Task details: Among the entries below, find the lines that contain the string "center". State only how many there are.

Record excerpts:
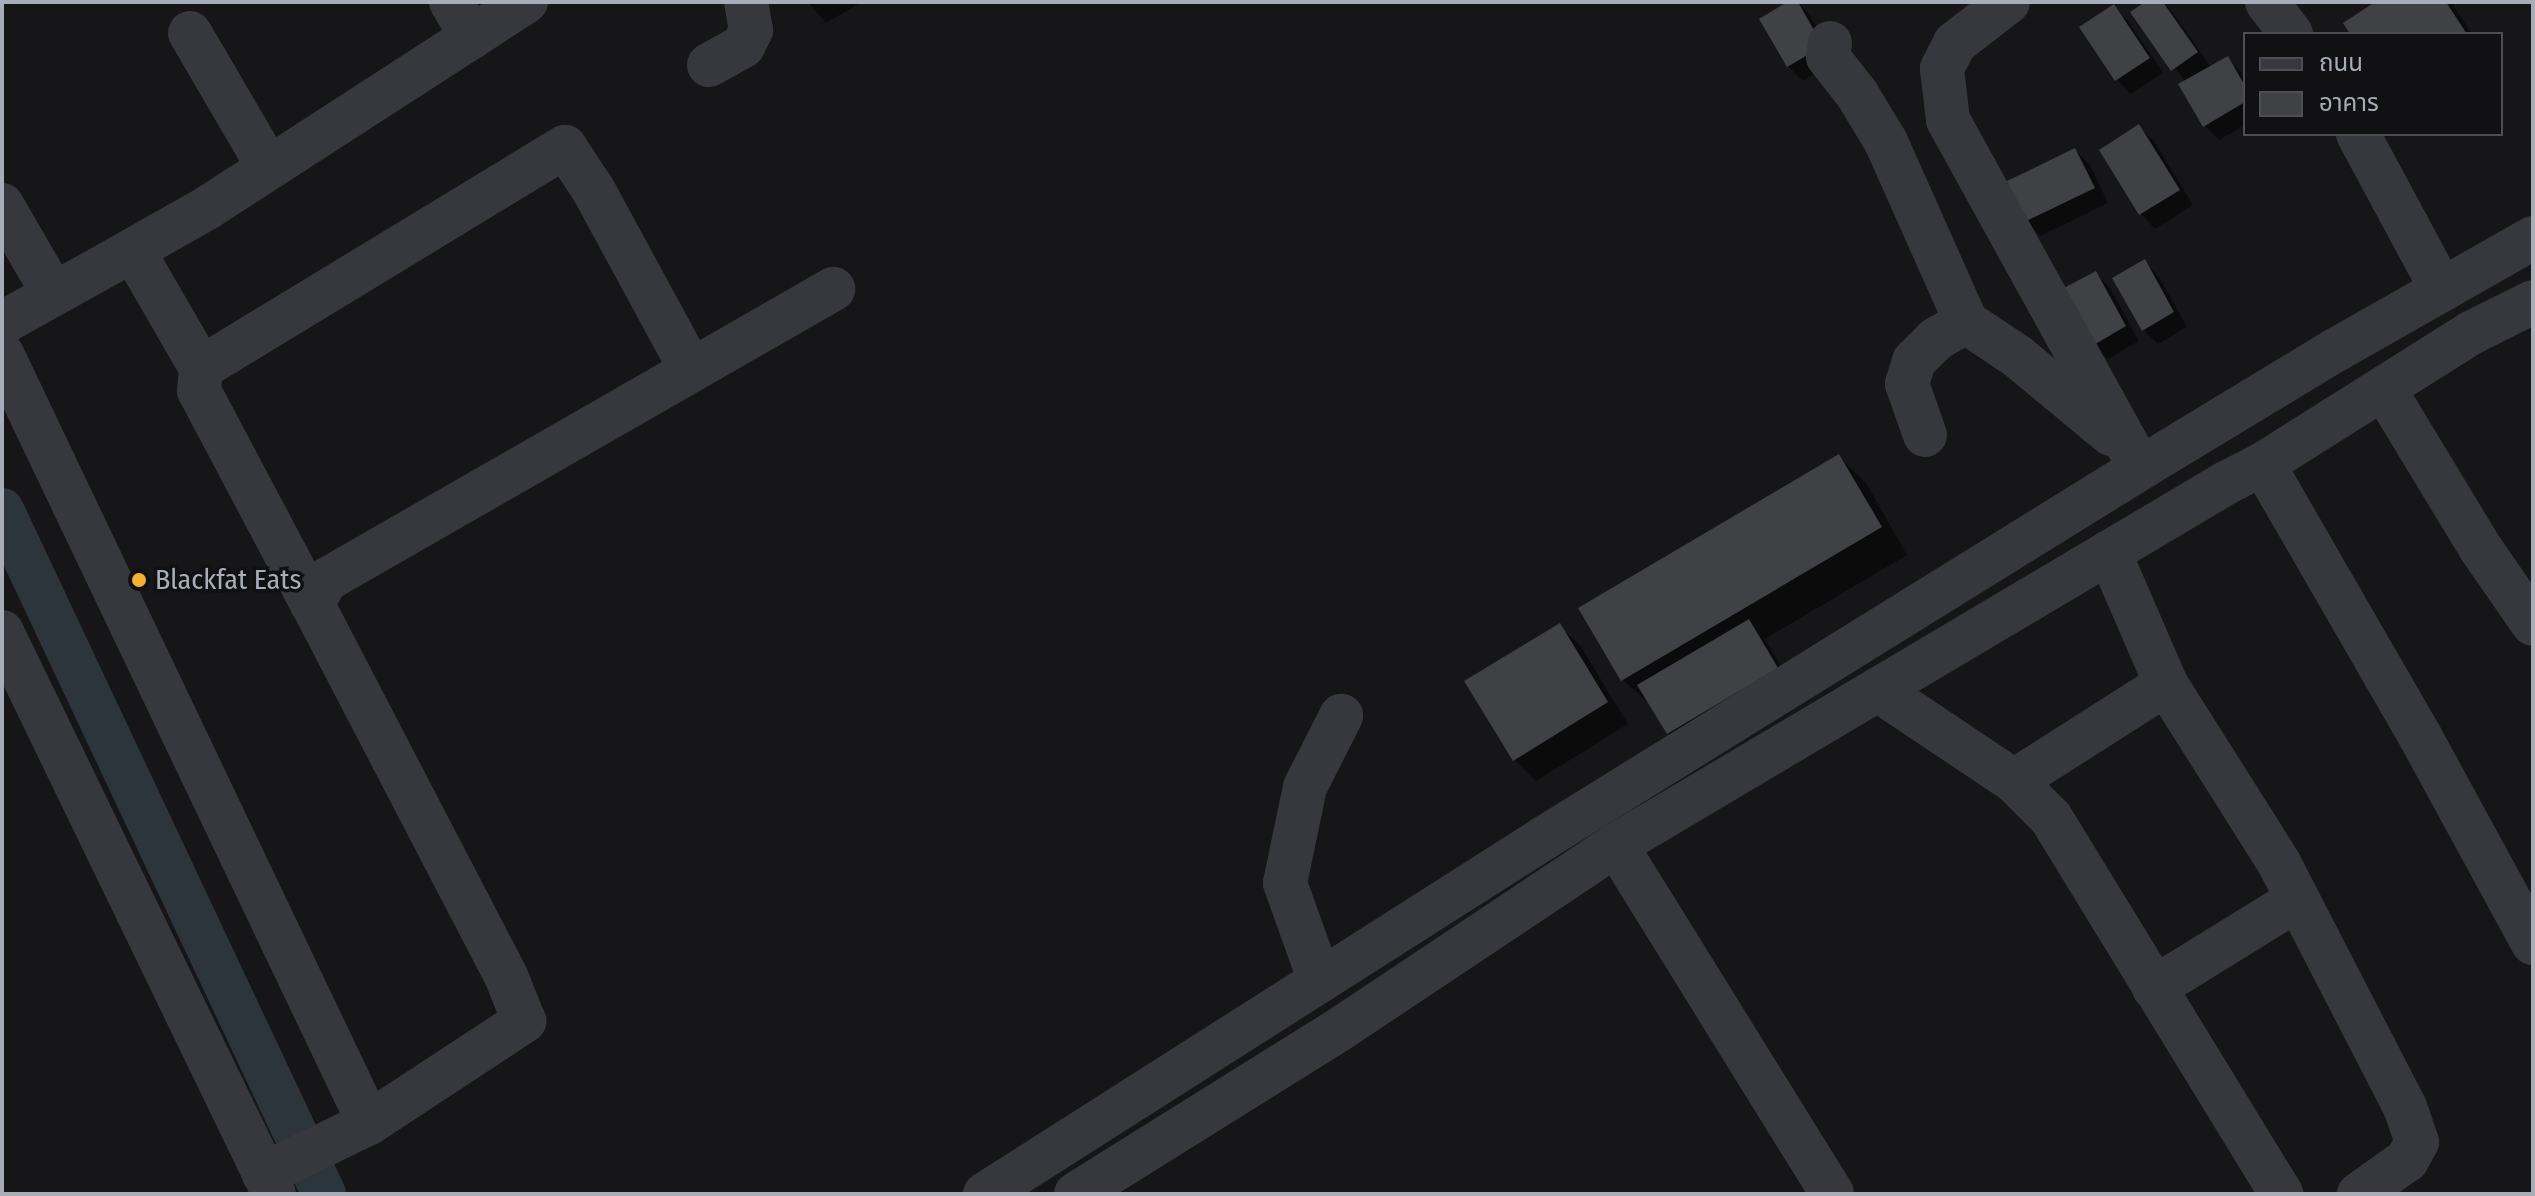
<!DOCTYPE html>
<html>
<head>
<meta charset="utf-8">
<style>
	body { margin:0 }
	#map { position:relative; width:2535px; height:1196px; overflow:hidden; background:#161618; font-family:"Fira Sans Condensed","Noto Sans Thai",sans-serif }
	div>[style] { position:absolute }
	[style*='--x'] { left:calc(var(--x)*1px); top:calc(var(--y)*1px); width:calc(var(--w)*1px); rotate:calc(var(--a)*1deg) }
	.shadow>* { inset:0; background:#0007 }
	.canal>* { height:44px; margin:-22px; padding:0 22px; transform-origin:22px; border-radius:22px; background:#2c353c }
	.building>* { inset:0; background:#404145 }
	.minor>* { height:44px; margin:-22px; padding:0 22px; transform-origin:22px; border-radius:22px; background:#37383d }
	.dots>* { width:22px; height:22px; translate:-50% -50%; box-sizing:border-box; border:4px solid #111113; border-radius:50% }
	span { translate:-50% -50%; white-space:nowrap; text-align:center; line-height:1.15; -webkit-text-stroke:7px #111113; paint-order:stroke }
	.poi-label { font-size:28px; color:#a8adb8 }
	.left { translate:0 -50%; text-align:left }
	.frame { position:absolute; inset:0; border:4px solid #a8adb8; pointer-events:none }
	.legend { position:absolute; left:2243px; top:32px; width:260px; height:104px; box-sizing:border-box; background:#111113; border:2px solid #4d4f55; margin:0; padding:10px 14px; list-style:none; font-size:24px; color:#a8adb8 }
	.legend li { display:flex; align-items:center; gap:16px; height:40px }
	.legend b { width:40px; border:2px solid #4d4f55 }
</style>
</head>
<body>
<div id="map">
	<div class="shadow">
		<i style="clip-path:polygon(808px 2px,862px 2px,826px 23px)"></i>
		<i style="clip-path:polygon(1791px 2px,1797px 2px,1809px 14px,1836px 61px,1803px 81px,1788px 66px,1761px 19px)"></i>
		<i style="clip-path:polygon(2148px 2px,2163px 2px,2171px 10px,2211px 67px,2227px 58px,2242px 73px,2245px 79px,2245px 125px,2219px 140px,2204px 125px,2186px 82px,2133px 13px)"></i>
		<i style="clip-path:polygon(2378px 2px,2451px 2px,2472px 34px,2352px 34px)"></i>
		<i style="clip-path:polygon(2114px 7px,2128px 21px,2163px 73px,2131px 94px,2117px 80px,2082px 28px)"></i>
		<i style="clip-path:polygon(2139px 127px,2154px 141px,2193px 205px,2155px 229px,2141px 214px,2101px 150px)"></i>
		<i style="clip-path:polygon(2075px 150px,2090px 165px,2108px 203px,2040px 236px,2026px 221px)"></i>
		<i style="clip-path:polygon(2145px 262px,2159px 277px,2187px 327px,2158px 344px,2143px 329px)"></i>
		<i style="clip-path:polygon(2095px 273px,2110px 288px,2139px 341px,2108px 359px,2093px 345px)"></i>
		<i style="clip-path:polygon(1838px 456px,1866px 483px,1907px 555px,1765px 639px,1791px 683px,1683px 747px,1668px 733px,1652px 706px,1623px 680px,1580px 608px)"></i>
		<i style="clip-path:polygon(1559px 625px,1581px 647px,1628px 724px,1536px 781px,1515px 760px,1467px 682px)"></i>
	</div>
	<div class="canal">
		<i style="--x:2;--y:510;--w:756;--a:64.79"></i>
	</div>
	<div class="building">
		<i style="clip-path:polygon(1787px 2px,1798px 2px,1823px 46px,1787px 67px,1759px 19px)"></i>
		<i style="clip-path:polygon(2145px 2px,2163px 2px,2198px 52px,2171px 71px,2130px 12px)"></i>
		<i style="clip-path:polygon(2375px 2px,2446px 2px,2467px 34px,2350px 34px,2343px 23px)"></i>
		<i style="clip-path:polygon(2114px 4px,2150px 58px,2115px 81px,2079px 27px)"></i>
		<i style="clip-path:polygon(2228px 56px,2245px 86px,2245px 102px,2203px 127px,2178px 84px)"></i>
		<i style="clip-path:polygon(2139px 124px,2180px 190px,2139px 215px,2099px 150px)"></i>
		<i style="clip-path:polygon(2075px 148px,2095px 188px,2024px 222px,2005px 182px)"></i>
		<i style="clip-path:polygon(2145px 259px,2174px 312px,2142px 331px,2112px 278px)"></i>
		<i style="clip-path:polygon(2096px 271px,2126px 326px,2092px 346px,2060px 290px)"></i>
		<i style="clip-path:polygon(1839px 454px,1882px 527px,1621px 681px,1578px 608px)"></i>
		<i style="clip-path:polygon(1749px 619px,1778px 668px,1667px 734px,1637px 685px)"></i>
		<i style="clip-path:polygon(1560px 623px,1608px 702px,1513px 761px,1464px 681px)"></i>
	</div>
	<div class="minor">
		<i style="--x:451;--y:2;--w:41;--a:59"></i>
		<i style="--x:2008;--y:2;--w:67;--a:142.3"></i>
		<i style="--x:1955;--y:43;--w:29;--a:117"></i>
		<i style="--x:1942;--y:69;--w:51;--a:83.3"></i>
		<i style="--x:1948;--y:120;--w:375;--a:61.1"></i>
		<i style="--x:2267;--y:2;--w:40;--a:53"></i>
		<i style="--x:190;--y:33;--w:156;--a:59.7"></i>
		<i style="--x:1830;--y:43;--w:14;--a:98"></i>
		<i style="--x:1828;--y:57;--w:47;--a:51.9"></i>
		<i style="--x:1857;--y:94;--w:56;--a:58.9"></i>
		<i style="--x:1886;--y:142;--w:197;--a:66"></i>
		<i style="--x:709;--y:65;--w:39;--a:-29"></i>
		<i style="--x:743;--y:46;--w:18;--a:-63"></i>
		<i style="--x:751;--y:30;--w:28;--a:-100"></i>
		<i style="--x:2358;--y:134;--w:177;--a:61.7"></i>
		<i style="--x:2;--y:205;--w:102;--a:59.9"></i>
		<i style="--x:2;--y:323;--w:150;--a:-29.1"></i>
		<i style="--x:2;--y:354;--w:852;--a:64.49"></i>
		<i style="--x:369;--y:1123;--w:117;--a:154.1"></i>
		<i style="--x:201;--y:368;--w:136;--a:-120"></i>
		<i style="--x:133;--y:250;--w:85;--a:-29.6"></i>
		<i style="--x:207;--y:208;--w:380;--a:-32.9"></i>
		<i style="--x:2384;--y:389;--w:187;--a:58.8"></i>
		<i style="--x:2481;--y:549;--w:91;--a:55.3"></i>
		<i style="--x:1925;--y:435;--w:54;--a:-109.4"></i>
		<i style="--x:1907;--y:384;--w:24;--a:-73"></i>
		<i style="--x:1914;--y:361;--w:31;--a:-45"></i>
		<i style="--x:1936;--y:339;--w:34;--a:-30"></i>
		<i style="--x:1966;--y:322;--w:61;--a:33.7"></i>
		<i style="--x:2017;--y:356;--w:122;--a:39.7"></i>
		<i style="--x:2263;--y:464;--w:314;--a:60"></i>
		<i style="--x:2420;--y:736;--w:236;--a:61.4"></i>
		<i style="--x:2109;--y:552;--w:144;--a:66.6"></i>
		<i style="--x:2166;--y:684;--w:212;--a:57.7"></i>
		<i style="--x:2279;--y:863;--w:275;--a:62.7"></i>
		<i style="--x:2405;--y:1107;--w:37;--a:71"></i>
		<i style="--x:2417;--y:1142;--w:21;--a:119"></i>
		<i style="--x:2407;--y:1160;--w:59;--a:144.7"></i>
		<i style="--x:312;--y:604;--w:241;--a:-117.9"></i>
		<i style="--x:199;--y:391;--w:23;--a:-85"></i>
		<i style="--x:201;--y:368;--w:426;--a:-31.3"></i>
		<i style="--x:565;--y:147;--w:53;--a:56.6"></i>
		<i style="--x:594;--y:191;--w:204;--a:61.5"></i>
		<i style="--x:2;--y:632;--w:624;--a:64.17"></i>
		<i style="--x:1878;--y:690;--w:164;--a:33.8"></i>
		<i style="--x:2014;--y:781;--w:52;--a:45"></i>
		<i style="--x:2051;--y:818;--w:441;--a:58.5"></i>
		<i style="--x:2014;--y:781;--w:180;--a:-32.5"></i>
		<i style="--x:1616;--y:845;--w:410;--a:58.2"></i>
		<i style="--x:1320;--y:981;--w:104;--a:-109.7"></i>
		<i style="--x:1285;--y:883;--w:98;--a:-78.2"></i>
		<i style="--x:1305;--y:787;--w:80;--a:-63.1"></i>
		<i style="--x:2154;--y:988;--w:169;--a:-31.7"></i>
		<i style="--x:369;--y:1123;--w:186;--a:-33.3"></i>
		<i style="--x:524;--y:1021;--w:48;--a:-111.8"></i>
		<i style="--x:506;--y:976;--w:420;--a:-117.5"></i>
		<i style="--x:312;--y:604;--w:28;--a:-60"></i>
		<i style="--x:326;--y:580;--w:585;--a:-29.85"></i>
		<i style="--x:985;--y:1194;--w:663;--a:-32.49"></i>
		<i style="--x:1544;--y:838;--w:706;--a:-31.8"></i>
		<i style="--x:2144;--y:466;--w:222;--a:-31.2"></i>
		<i style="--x:2334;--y:351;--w:229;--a:-29.6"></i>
		<i style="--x:1076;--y:1194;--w:315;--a:-32"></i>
		<i style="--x:1343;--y:1027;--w:328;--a:-33.7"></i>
		<i style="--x:1616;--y:845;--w:709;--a:-30.69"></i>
		<i style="--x:2226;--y:483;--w:42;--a:-27.2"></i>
		<i style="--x:2263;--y:464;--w:246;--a:-32.2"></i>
		<i style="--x:2471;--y:333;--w:69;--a:-26.6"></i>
	</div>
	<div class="dots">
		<i style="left:139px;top:580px;background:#f2b134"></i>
	</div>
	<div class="poi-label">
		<span class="left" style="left:155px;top:580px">Blackfat Eats</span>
	</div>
	<div class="frame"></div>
	<ul class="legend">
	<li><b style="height:10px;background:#37383d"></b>ถนน</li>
	<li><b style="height:22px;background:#404145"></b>อาคาร</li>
	</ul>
</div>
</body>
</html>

Response to this task: 2